A new best practice for application and database performance management

Until recently, tuning IT application performance has been largely a guessing game. This is both surprising and unacceptable considering the relentless focus IT organizations put on cost-efficiency and productivity.

The traditional approaches to database and application tuning that involve collecting large volumes of statistics and making trial-and-error changes are still in widespread use. Today, most server management and monitoring tools deliver "server-oriented" statistics that don't translate to concrete end-user benefits.

The landscape is changing, however. The current thinking of leading consultants, DBAs, and training organizations is focusing on performance tuning practices that are tied directly to end-user service levels and improvements in operating efficiency.

Wait-Time analysis is a new approach to application and database performance improvement that allows users to make tuning decisions based on the optimal service impact. Using the principles of Wait-Time analysis described here, DBAs, developers, and application owners can align their efforts with the service levels desired by their IT customers. Wait-Time analysis lets IT find the root cause of the most important problem impacting customers and identify which critical resource will resolve it.

What Is Wait-Time Analysis?
Measure Time
If you were trying to shorten your commute to work, what would you measure? Would you count the number of tire rotations? Would you measure the car's temperature? Would these statistics have any meaning in the context of your goal? All that really matters is what impacts the time for your trip. All the other statistics are distractions that don't help your mission. Wait-Time analysis gets to the root of the problem to achieve the end business result. Although this seems obvious, common IT practices suggest that other practices hold the answer. Rather than immediately focusing on the time to complete requested services, IT tools barrage the user with detailed statistics that count the number of many different operations. So while the DBA should really be looking at how long it took for the database to return the results of a query, typical tools display the number of input/output (I/O) operations and locks encountered. (Figure 1)

Get the Details
Under the trial-and-error approach, what level of detail do you need to actively improve your commute time? If the only statistic you have is that the trip took 40 minutes, you can compare one day to the next, but there's not enough data to help improve the situation. What you need is detailed insight into how long you spent at each stoplight, which stretches of road have the most stop-and-go traffic and how long you waited there. This detail is essential to making the exercise useful.

The same concept applies to IT performance systems. When Wait-Time is typically measured, a "black box" approach is taken, where the user sees how long a server took to respond to a request.
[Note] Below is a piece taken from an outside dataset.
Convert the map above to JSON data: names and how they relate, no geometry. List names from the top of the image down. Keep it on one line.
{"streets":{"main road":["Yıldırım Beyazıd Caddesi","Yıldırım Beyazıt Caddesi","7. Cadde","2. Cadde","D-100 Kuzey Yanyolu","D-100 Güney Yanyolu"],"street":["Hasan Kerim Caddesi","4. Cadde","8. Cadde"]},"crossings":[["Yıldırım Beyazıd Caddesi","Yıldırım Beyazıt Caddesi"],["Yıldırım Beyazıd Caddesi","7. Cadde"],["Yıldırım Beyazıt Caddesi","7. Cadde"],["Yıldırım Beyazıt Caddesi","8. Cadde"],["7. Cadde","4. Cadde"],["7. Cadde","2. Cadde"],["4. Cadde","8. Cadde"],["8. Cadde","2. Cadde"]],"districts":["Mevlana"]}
However, no indication is given as to which of the thousands of steps performed by the server were actually responsible for the delay. As will be shown here, it's important not just to measure Wait-Time but to break it down into sufficient detail so that you can take action.

Wait-Time analysis for IT applications is the singular focus of measuring and improving the service time to the IT customers. By identifying exactly what contributes to longer service time, IT professionals can focus not on the thousands of available statistics, but on the most important bottlenecks that have direct and quantifiable impact on the IT customer.

Wait-Time Analysis for Service Level Management
Because Wait-Time analysis measures the collective time delays causing end users to wait for an information request, it's the measurement technique most closely matched to end-user service levels. For organizations focused on Service Level Management (SLM) techniques, or those bound by Service Level Agreements (SLAs), Wait-Time analysis techniques allow the IT department to measure the performance that is most relevant to achieving the stated service level goals. Service level management typically identifies technical metrics that define whether performance is adequate, and Wait-Time data is the basis for evaluating those metrics.

The Problem with Conventional Statistics
There are so many management tools gathering thousands of statistics from IT systems. Don't these provide the same answer as Wait-Time methods? Why are they not effective?

Traditional approaches to database tuning and performance analysis introduce the same errors identified in the driving example above.

1.  Event Counters versus Wait-Time Methods
Typical tools count the number of events, but don't measure time. These statistics are numerous and easy to capture, so they tend to flood management dashboards. But, are they useful?

Broad management dashboards have sophisticated displays of monitored data, but counting events or calculating ratios doesn't indicate or predict better performance for database customers. In fact, this approach can have the effect of covering up, rather than exposing, the real service level bottlenecks.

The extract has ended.